En realidad pocas veces reñía físicamente, hacía honor al dicho de “valiente para no pelear”. Jugar a la provocación sin llegar a los golpes parecía un valor entendido entre los adolescentes que se daban vuelo con las malas palabras; no obstante siempre estaba dispuesto a responder a puñetazos ante cualquier provocación; se hacía respetar no sólo por su participación deportiva, sino por fumar, sin ruborizarse, en las tardeadas que organizaba la escuela para recaudar fondos. 
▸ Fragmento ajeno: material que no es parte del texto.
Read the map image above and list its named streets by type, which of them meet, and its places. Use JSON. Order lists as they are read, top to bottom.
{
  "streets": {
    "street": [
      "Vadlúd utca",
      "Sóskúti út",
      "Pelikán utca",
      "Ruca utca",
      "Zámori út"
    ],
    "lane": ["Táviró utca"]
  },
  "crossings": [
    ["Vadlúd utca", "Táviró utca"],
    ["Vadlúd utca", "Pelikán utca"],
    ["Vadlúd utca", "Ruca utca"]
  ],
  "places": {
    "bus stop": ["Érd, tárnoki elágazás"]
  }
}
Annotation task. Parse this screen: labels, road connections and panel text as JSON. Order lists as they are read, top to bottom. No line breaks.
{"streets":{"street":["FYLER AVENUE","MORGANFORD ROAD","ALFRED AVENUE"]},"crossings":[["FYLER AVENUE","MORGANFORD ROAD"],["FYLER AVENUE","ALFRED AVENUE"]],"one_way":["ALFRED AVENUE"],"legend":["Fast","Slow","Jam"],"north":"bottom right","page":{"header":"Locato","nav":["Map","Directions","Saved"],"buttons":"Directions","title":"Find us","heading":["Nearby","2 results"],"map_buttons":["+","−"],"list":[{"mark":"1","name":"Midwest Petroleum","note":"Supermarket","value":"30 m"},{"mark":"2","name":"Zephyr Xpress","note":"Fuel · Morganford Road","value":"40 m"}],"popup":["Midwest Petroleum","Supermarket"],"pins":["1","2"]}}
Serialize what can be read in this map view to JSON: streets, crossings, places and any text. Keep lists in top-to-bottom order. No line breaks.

Era un muchacho viril, atractivo y se podría decir que inteligente, sus calificaciones, aunque no eran las de la primaria, parecían bastante buenas a pesar de los puntos que le bajaban bimestralmente por su mala conducta. Sería un buen alumno de no ser por sus ciegos estallidos de violencia, comentaban sus profesores. Se justificaba: no agredía a nadie a menos que alguien se metiera con Él. Su padre no se explicaba esos arranques, en casa veía a un hijo diligente, comprensivo y tierno que toleraba con mucha holgura los juegos de su hermanito menor, al que disfrutaba cuidar y enseñarle cosas, ayudarlo en su tarea. “Es posible que consuma alguna sustancia prohibida”, contra argumentaban los profesores en busca de una explicación “racional” de su conducta.

ELLOS

Se hicieron novios, ambos, inconscientemente, se sentían prestigiados por la cercanía del otro y por cómo se veían como pareja, no había alguien más que los mereciera, eran la pareja ideal, pensaban Ellos. Se pasaban el recreo juntos y se tomaban de la mano. Los abrazos furtivos producían en ellos instantáneos y novedosos shocs eléctricos.

Pero las envidias nunca faltan e hicieron que el idilio se acabara. Había tantos niños que se sentían atraídos por Ella, como jovencitas cautivadas por Él. Parecía que todos se confabulaban en su contra, sobre todo los adultos: algunos de los maestros, que auguraban fracasos a cada paso de los adolescentes, no veían un sano noviazgo sino un potencial y peligroso amasiato que truncaría las carreras de ambos, sobre todo la de Ella. Los profesores se comportaban como buenos y previsores adultos, aunque no sabemos a ciencia cierta qué motivaciones los llevaban a censurar los modos de los jóvenes y su conformación en pareja.

El día que las paredes de la escuela y los baños aparecieron grafiteados Ella sintió deseos de vomitar, para calmarse decidió que no sería más la novia de alguien como Él. Hasta ese momento se hizo consciente del defecto imperdonable, a criterio de Ella, que Él acarreaba consigo. Además de sentirse indignada porque hicieran público su problema personal, la avergonzaba y no se sentía con fuerzas para presentarse ante Él.

El muchacho tampoco pudo soportar la ofensa que aparecía rayoneada en las paredes, rompió un cristal del salón de clases. Se abalanzó a patadas sobre el primer sospechoso de la terrible ofensiva. El golpeado era su mejor amigo, su camarada de juegos y travesuras. Después se arrepintió de lo hecho, del impulso violento, pero ya era tarde, con su acción perdía un amigo, una novia y una escuela más.

Él caminaba cabizbajo detrás de su padre con sus papeles escolares en la mano. A manera de despedida lanzó un último vistazo a uno de los inocentes grafitos que inundaban las paredes de la escuela y que habían desatado la crisis: un bien delineado corazón que al centro decía un, a su juicio, ofensivo letrero: “El Pocavoz y La Pocaluz son unos pinches mamones”.